Heard about an interesting conversation the other day. If I understand it correctly, one of the participants was saying that by the age of 16 it's a waste of time to work on fundamentals. Either they have it by then or they will never get it.
That's certainly an interesting perspective. I know a lot of college coaches would be shocked by that thought. Fundamentals are the foundation of the game, by definition, and they always need work. Problems with fundamentals are where errors come from.
Anyone who has read anything from legendary basketball coach John Wooden knows how he felt about fundamentals. When new players came to UCLA he would teach them how to put on their socks. Part of it was to instill a sense of discipline and control -- this is how we do things around here. But part of it was also to help them minimize blisters.
Wooden took the same care with basketball fundamentals. He felt if his teams could pass, shoot, rebound and whatever else they do in basketball better than their opponents, they would win.

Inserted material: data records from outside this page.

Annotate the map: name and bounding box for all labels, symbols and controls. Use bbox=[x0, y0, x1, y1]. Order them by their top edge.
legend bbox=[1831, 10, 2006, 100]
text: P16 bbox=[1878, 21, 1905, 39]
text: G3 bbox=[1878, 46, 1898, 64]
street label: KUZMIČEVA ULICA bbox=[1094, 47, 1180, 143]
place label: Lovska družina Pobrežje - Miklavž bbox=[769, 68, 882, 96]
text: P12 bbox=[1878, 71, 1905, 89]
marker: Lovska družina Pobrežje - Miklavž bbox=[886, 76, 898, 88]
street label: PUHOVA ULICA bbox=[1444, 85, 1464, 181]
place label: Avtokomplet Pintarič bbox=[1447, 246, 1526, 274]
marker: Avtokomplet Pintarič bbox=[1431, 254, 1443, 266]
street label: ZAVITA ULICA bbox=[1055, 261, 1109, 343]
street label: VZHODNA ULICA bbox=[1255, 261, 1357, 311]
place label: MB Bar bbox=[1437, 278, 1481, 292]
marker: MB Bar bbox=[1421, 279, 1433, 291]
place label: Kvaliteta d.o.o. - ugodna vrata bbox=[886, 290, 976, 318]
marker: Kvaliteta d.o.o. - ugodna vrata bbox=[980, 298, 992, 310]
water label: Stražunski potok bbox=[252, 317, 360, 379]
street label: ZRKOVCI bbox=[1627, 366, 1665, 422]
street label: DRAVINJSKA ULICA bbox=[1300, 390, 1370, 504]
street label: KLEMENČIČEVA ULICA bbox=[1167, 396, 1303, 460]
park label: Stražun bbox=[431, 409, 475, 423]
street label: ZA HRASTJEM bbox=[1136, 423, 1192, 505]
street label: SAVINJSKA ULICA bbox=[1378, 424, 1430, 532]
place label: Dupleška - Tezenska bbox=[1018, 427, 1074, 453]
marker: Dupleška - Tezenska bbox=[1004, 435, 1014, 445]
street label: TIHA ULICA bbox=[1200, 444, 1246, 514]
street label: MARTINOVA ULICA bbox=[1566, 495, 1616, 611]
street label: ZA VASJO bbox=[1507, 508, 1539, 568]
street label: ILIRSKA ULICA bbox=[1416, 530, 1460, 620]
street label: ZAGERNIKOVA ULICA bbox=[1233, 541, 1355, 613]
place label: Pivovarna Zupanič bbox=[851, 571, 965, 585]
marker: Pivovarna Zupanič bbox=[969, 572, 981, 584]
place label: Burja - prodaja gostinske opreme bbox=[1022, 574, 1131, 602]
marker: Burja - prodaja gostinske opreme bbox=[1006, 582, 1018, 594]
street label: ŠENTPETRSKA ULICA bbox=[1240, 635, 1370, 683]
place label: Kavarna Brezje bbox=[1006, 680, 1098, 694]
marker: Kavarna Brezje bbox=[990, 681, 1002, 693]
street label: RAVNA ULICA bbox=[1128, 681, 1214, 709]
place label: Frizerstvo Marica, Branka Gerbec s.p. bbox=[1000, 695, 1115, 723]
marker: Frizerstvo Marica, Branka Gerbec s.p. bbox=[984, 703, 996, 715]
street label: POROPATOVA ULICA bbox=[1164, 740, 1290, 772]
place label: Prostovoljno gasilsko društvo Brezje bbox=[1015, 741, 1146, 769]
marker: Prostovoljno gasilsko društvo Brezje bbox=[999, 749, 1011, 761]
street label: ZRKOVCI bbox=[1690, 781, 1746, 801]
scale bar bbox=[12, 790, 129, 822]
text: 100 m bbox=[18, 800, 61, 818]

Softball is a complex game in a lot of ways, that's for sure. But it's also fairly simple. As the manager in Bull Durham says, you throw the ball, you catch the ball, you hit the ball. The better you can execute these skills under pressure, the more chance you give your team of winning.
Spectacular plays are spectacular because they're unusual. It's great if you can make them. But they're the exception. If you make those but don't make the plays you ought to make, you will probably lose, because there are a lot more of the straightforward plays in the game.
Major League Baseball players start with fundamentals every spring, and continue to work on them throughout the year. When teams hit losing streaks, managers will decry the lack of fundamentals and place extra focus on them. If it's good enough for them, it's good enough for youth players.
Knowing where to go with the ball is important. But you also have to be able to get it there. Without a continuous focus on fundamentals, it becomes a crapshoot.